Proposal
Summary
We are going to implement a distributed, parallel LDA (latent dirichlet allocation) algorithm for building topic model on large corpus using the OpenMPI library and CUDA parallel programming model. We will parallelize the original sequential algorithm over a cluster of GPUs.
Background
In natural language processing, Latent Dirichlet Allocation (LDA) is a generative statistical model that allows sets of observations to be explained by unobserved groups that explain why some parts of the data are similar. Essentially, LDA is a generative directed graphical model for topic discovery where each document may be viewed as a mixture of various topics generated by Dirichlet prior. Besides, the likelihood of occurrence of words in each document can be well represented by a multinomial distribution. Learning the various distributions is a problem of Bayesian inference, which can be solved Markov chain Monte Carlo algorithm. In LDA, we choose to use collapsed Gibbs sampling because we have conjugate prior in compound distribution.
Generative process
Documents are represented as random mixtures over latent topics, where each topic is characterized by a distribution over words. LDA assumes the following generative process for a corpus D consisting of M documents each of length Ni.
- Choose a multinomial topic distribution θ for the document (according to a Dirichlet distribution Dir(α) over a fixed set of K topics)
- Choose a multinomial term distribution φ for the topic (according to a Dirichlet distribution Dir(β) over a fixed set of N terms)
- For each word position
- choose a topic Z according to multinomial topic distribution θ.
- choose a word W according to multinomial term distribution φ.

Implementation process
Given a set of documents and a fixed topic number K, we want to use LDA to learn the topic representation of each document and the words associated to each topic.
- Initialize topic distribution as uniform. Randomly assign each word in documents to one of the K topics.
- Calculate global distributions for topic-term and doc-topic.
- Iterate until convergence
- For each document and each word
- Compute p(topic t | document d, word w) = C * p(topic t | document d) * p(word w | topic t) according to global distributions for each topic.
- Randomly assign one topic to current word according to above distribution.
- Update global distributions.
- For each document and each word
Challenge
The original algorithm is totally sequential. There are mainly three parts taking up the most computation time so they are what we need to parallelize.
- Gibbs sampling is by definition sequential. Every choice of topic depends on all the other topics. We need to modify the algorithm and try approximate distributed LDA.
- Multinomial topic distribution generation in each sampling involves many independent computation steps as well as probability normalization. We need to fully parallelize this part.
- Faster sampling is the operation of assigning each word a topic. This operation will be called in a very high frequency. Though this operation will not be parallelized, we still need to find faster implementation.
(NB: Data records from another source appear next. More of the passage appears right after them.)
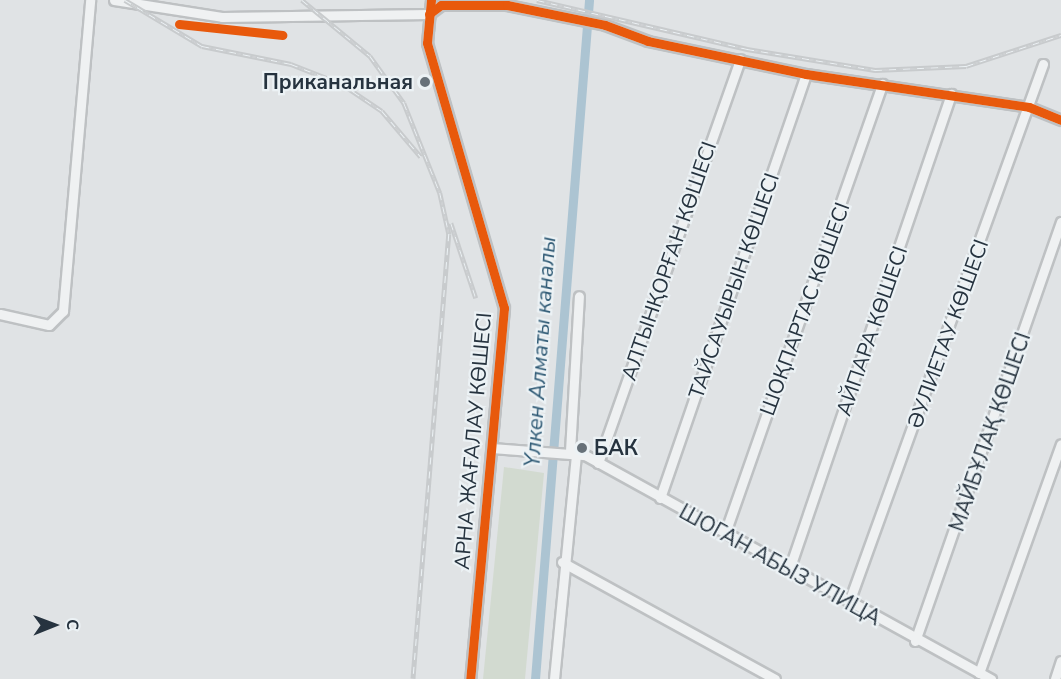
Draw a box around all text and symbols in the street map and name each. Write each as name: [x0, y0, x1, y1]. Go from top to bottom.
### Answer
place label: Приканальная: [263, 69, 413, 95]
marker: Приканальная: [418, 75, 432, 89]
street label: АЛТЫНҚОРҒАН КӨШЕСІ: [616, 138, 722, 384]
street label: ТАЙСАУЫРЫН КӨШЕСІ: [684, 170, 784, 402]
street label: ШОҚПАРТАС КӨШЕСІ: [755, 199, 855, 419]
water label: Үлкен Алматы каналы: [520, 236, 562, 468]
street label: ӘУЛИЕТАУ КӨШЕСІ: [902, 236, 994, 432]
street label: АЙПАРА КӨШЕСІ: [831, 243, 913, 419]
street label: АРНА ЖАҒАЛАУ КӨШЕСІ: [449, 311, 497, 571]
street label: МАЙБҰЛАҚ КӨШЕСІ: [944, 329, 1036, 535]
place label: БАК: [594, 435, 638, 461]
marker: БАК: [575, 441, 589, 455]
street label: ШОГАН АБЫЗ УЛИЦА: [675, 499, 885, 631]
north arrow: [24, 595, 84, 655]
text: С: [61, 619, 83, 630]

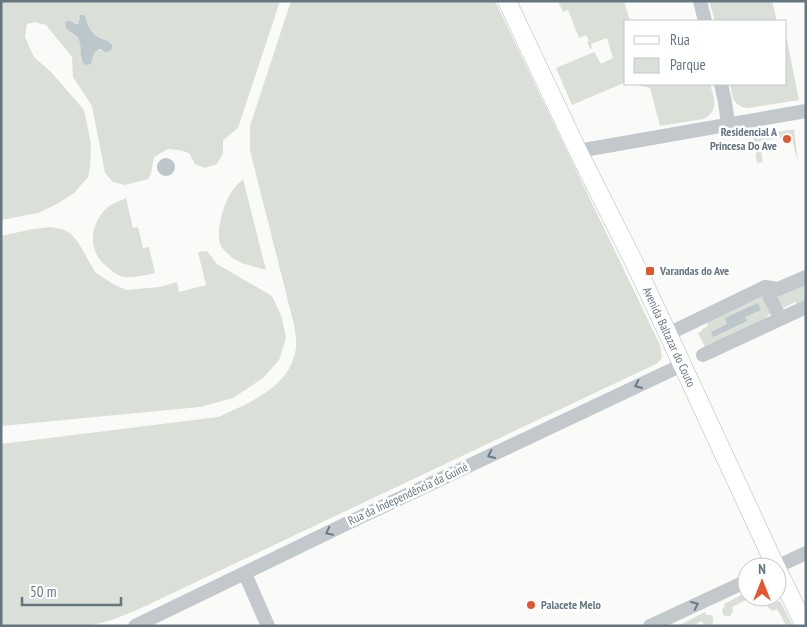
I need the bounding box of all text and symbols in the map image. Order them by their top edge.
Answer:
legend [624,20,787,85]
text: Rua [670,30,690,49]
text: Parque [670,55,706,74]
place label: Residencial A Princesa Do Ave [710,124,778,153]
marker: Residencial A Princesa Do Ave [781,133,793,145]
place label: Varandas do Ave [659,263,729,278]
marker: Varandas do Ave [644,265,656,277]
street label: Avenida Baltazar do Couto [640,284,699,389]
one-way arrow [634,379,643,390]
one-way arrow [487,449,496,459]
street label: Rua da Independência da Guiné [345,459,470,528]
one-way arrow [325,526,334,536]
north arrow [737,557,787,607]
text: N [758,560,766,578]
scale bar [22,574,121,606]
text: 50 m [30,582,56,601]
place label: Palacete Melo [541,597,602,612]
marker: Palacete Melo [525,599,537,611]
one-way arrow [689,601,698,611]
The basic idea is to split the gibbs sampling into different machines and each machine updates their generative distribution models locally. Each machine will treat their local distribution as global distribution, and communicate to exchange their updates for every one or several iterations. This method has these challenges:
- How to split the gibbs sampling.
- Choose which synchronization model.
- How to parallelize Multinomial topic distribution generation given big topic number K and large corpus by GPUs in single node.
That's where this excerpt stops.